Extracted material
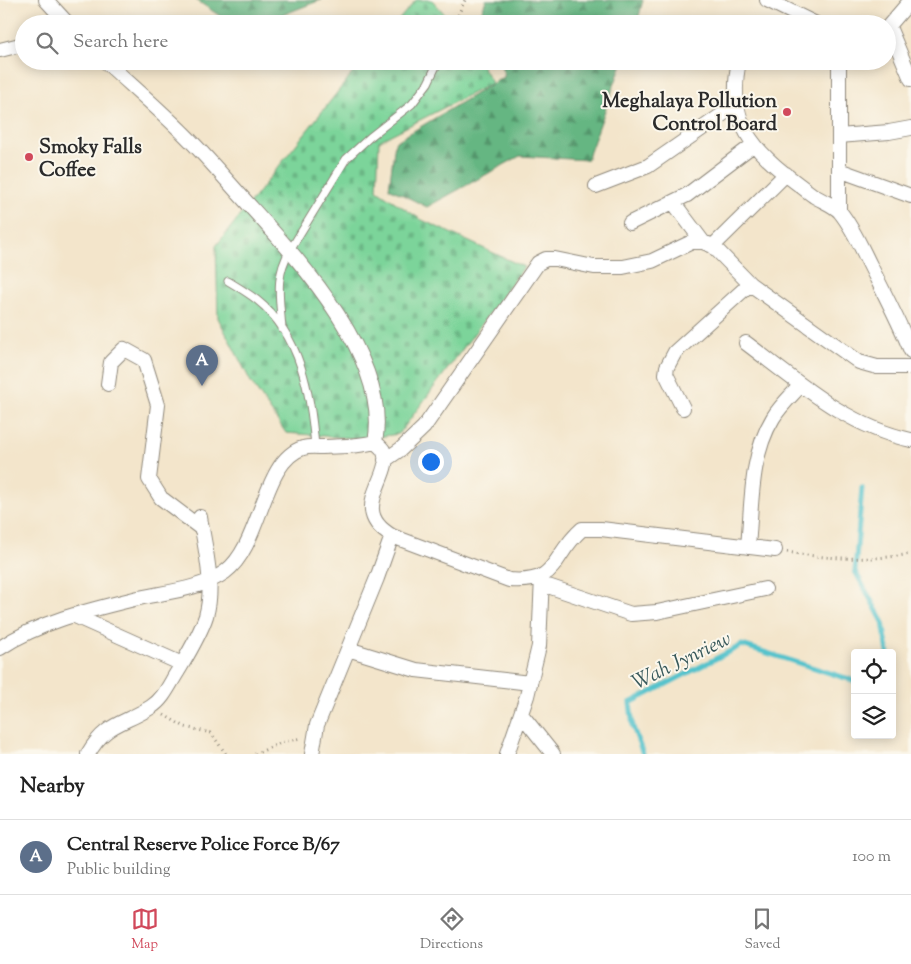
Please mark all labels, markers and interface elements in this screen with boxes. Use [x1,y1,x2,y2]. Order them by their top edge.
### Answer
* * *
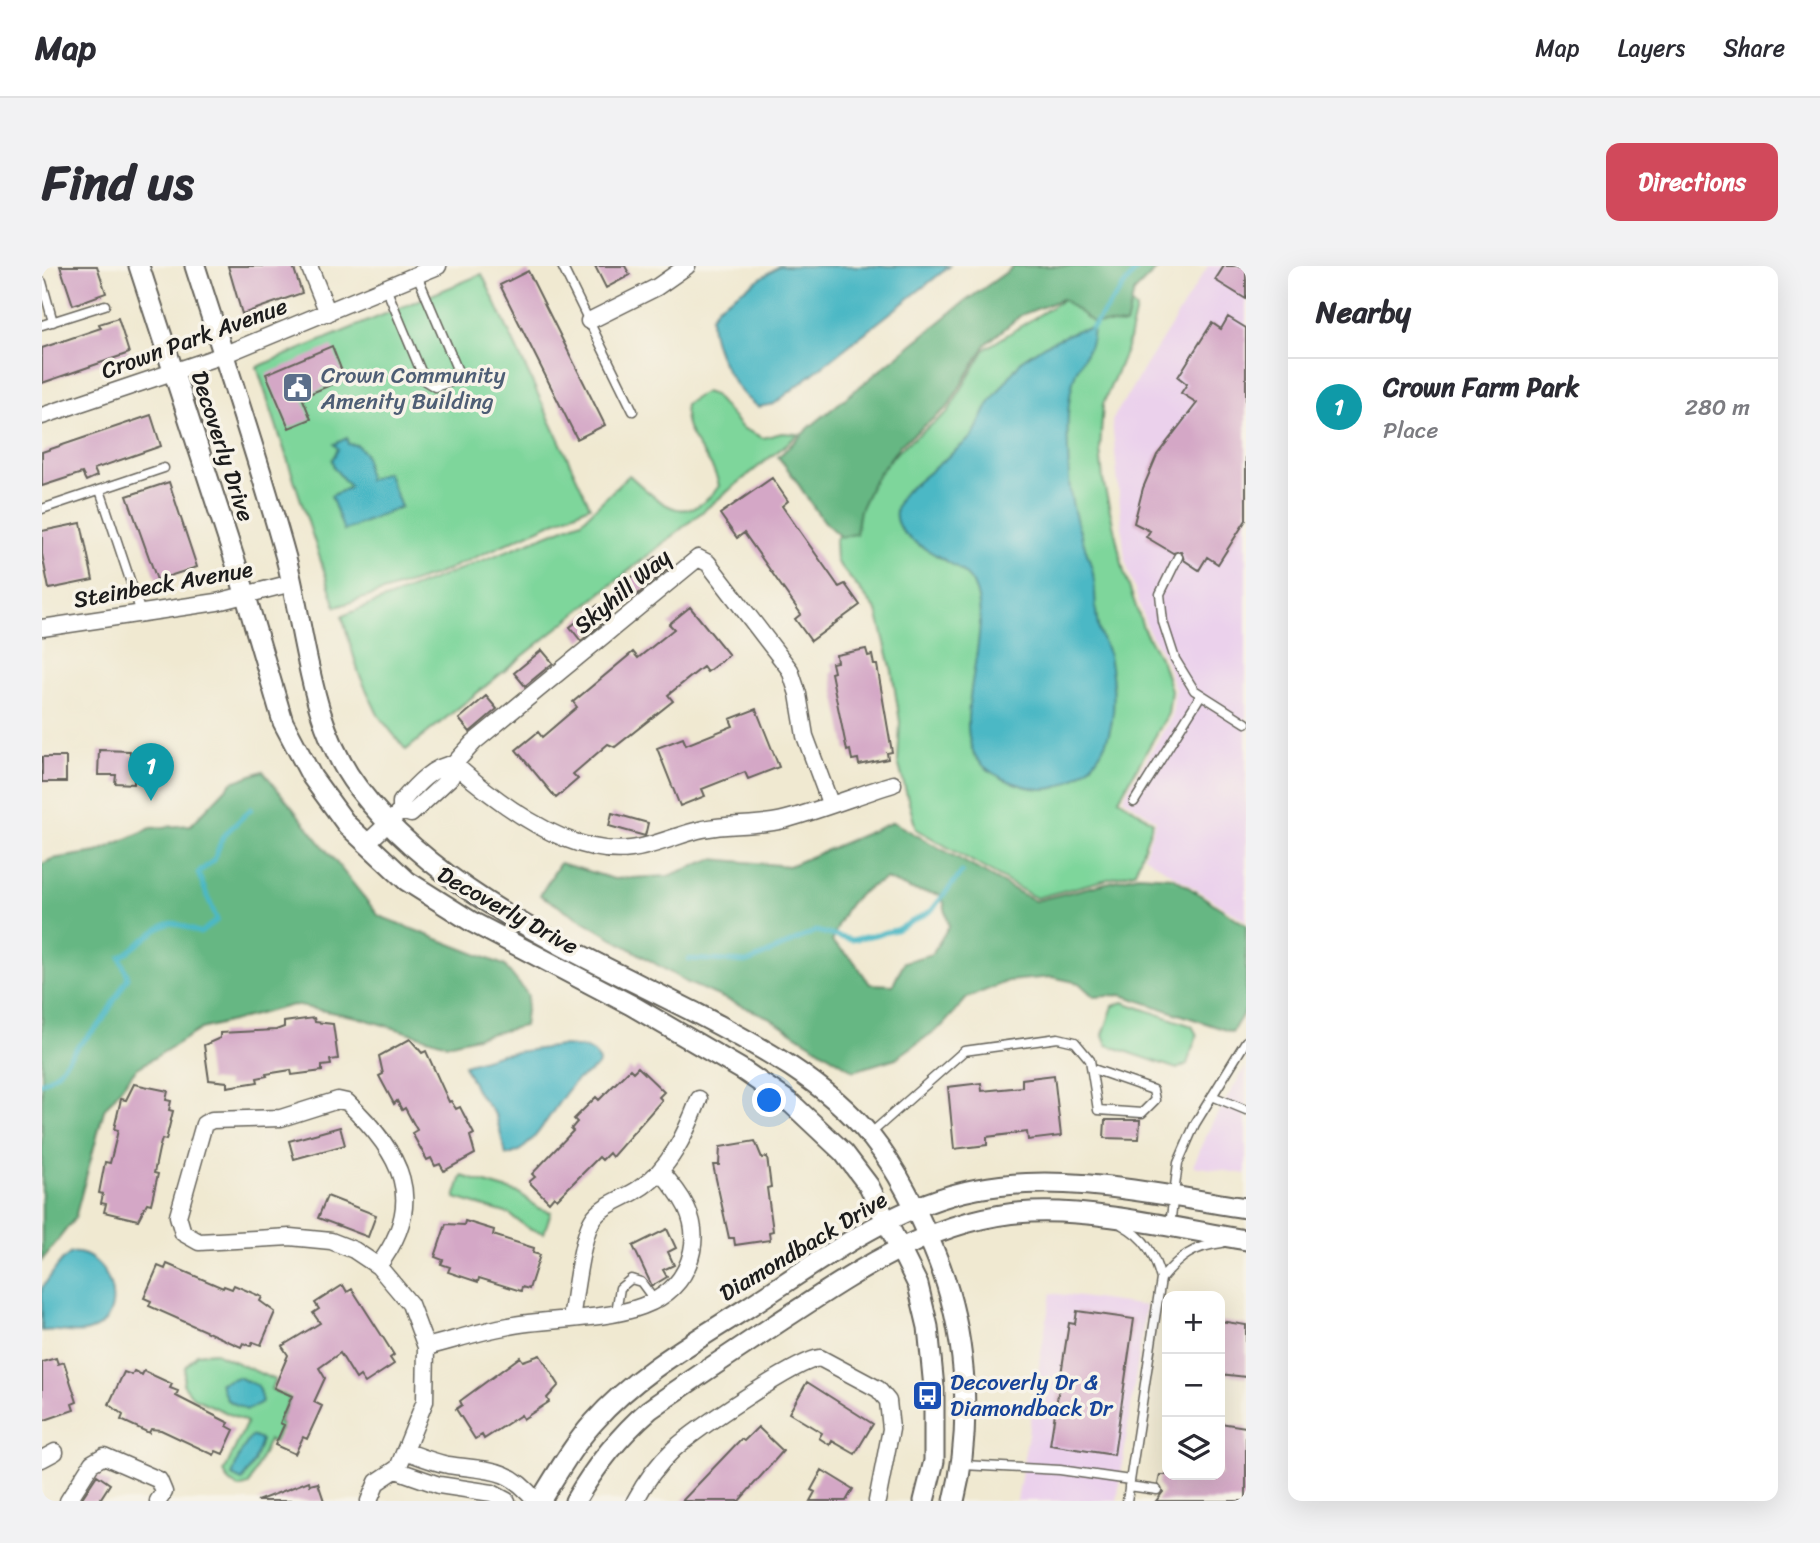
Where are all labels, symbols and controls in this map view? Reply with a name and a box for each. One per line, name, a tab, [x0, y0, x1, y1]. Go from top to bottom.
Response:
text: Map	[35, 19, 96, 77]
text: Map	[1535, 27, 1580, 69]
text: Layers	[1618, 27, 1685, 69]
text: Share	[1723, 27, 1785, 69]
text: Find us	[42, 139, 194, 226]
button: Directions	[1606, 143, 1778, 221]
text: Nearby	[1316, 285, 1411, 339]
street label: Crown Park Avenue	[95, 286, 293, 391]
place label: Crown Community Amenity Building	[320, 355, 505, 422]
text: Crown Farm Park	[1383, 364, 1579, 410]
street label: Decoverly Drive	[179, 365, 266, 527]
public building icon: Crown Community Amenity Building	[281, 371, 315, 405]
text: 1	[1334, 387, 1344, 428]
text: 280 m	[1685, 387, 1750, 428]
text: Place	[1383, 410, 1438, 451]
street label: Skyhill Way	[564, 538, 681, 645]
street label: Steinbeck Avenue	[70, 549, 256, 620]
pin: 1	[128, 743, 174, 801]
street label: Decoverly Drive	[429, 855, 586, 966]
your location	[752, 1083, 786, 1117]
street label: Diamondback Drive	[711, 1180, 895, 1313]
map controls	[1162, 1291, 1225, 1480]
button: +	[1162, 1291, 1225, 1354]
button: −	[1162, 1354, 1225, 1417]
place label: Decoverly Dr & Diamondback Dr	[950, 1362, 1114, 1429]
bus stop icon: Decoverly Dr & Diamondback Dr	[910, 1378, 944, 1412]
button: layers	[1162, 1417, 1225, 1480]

About this exercise
State how many lines in the records contain the string "labels". Give the number with no words around it.

Written response
2